Jeffrey James Clarke, 62 [Appointed]
Director

Mr. Clarke, age 62, has extensive public company experience, as well as information technology and technology enabled business model expertise derived from over 25 years in multi-industry executive and leadership roles. Mr. Clarke currently serves as Director of Mondee Holdings, Inc. (NASDAQ: MOND), as Director of Columbia Care Inc. (CSE: CCHW) and as as the Interim CEO of Doxim Inc. Prior to this, Mr. Clarke spent four years as member of the board of directors of FTD, LLC, and prior to that five years as chief executive officer of Eastman Kodak Company (NYSE: KODK), where he led the restructuring and divestiture of its high multiple packaging print division, substantially reducing Kodak’s debt. Mr. Clarke has also held numerous prominent roles within the technology industry, including chief executive officer, chairman and executive chair positions at Travelport Limited, a leading technology and distribution company in the travel industry.
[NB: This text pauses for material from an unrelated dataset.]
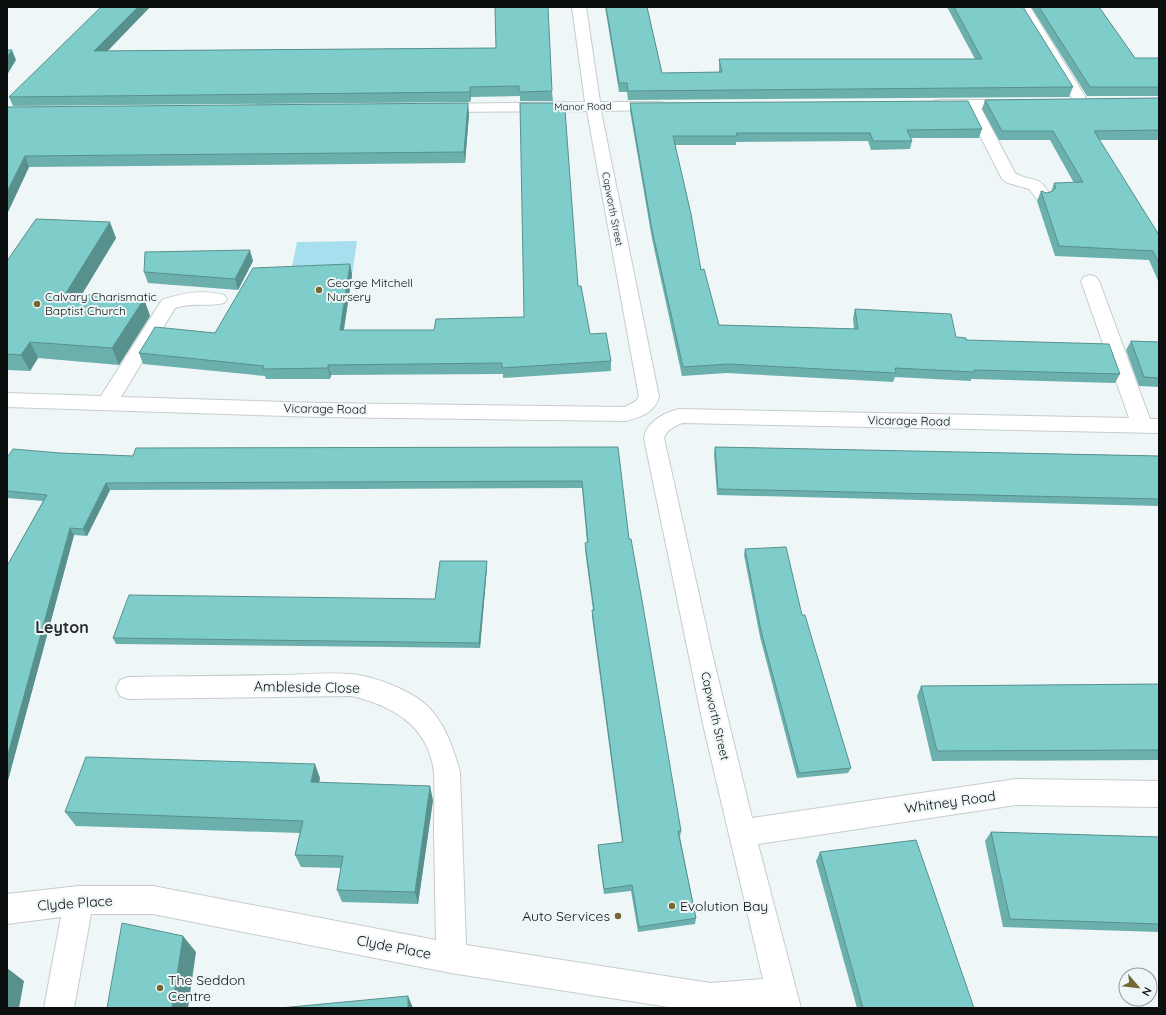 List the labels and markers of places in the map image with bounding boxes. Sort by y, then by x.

He has also served as chief operating officer for CA Software (NYSE: CA), executive vice president of global operations at Hewlett-Packard (NYSE: HPQ) and chief financial officer at Compaq Computer (NYSE: CPQ). Mr. Clarke is a former director at Docker, Inc., Autodesk, Inc. (NASDAQ: ADSK), Red Hat, Inc. (NYSE: RHT), Compuware Corporation (NASDAQ: CPWR), Orbitz Worldwide (NYSE: OWW) and UTStarcom, Inc. (NASDAQ: UTSI). He earned his MBA from Northeastern University and now serves as a Northeastern University Trustee.


Michael Abbott, 56
Director

Mr. Abbott is the founder and executive chairman of Columbia Care (NEO: CCHW), one of the largest pharmaceutical manufacturer of cannabis-related medicines in the United States of America and Europe, of which TG is a shareholder. Mr. Abbott has over 30 years of experience in banking and finance. In 2002, Mr. Abbott founded Elysium Capital, a foreign exchange trading hedge fund, and in 2006 he was appointed as CEO of Robeco Sage, a billion-dollar fund of hedge funds. He started his financial career at Swiss Bank Corp. and later worked at Goldman Sachs where he eventually led its Structured Product Trading and Origination Group. Mr. Abbott holds a Bachelor of Laws degree from King’s College London.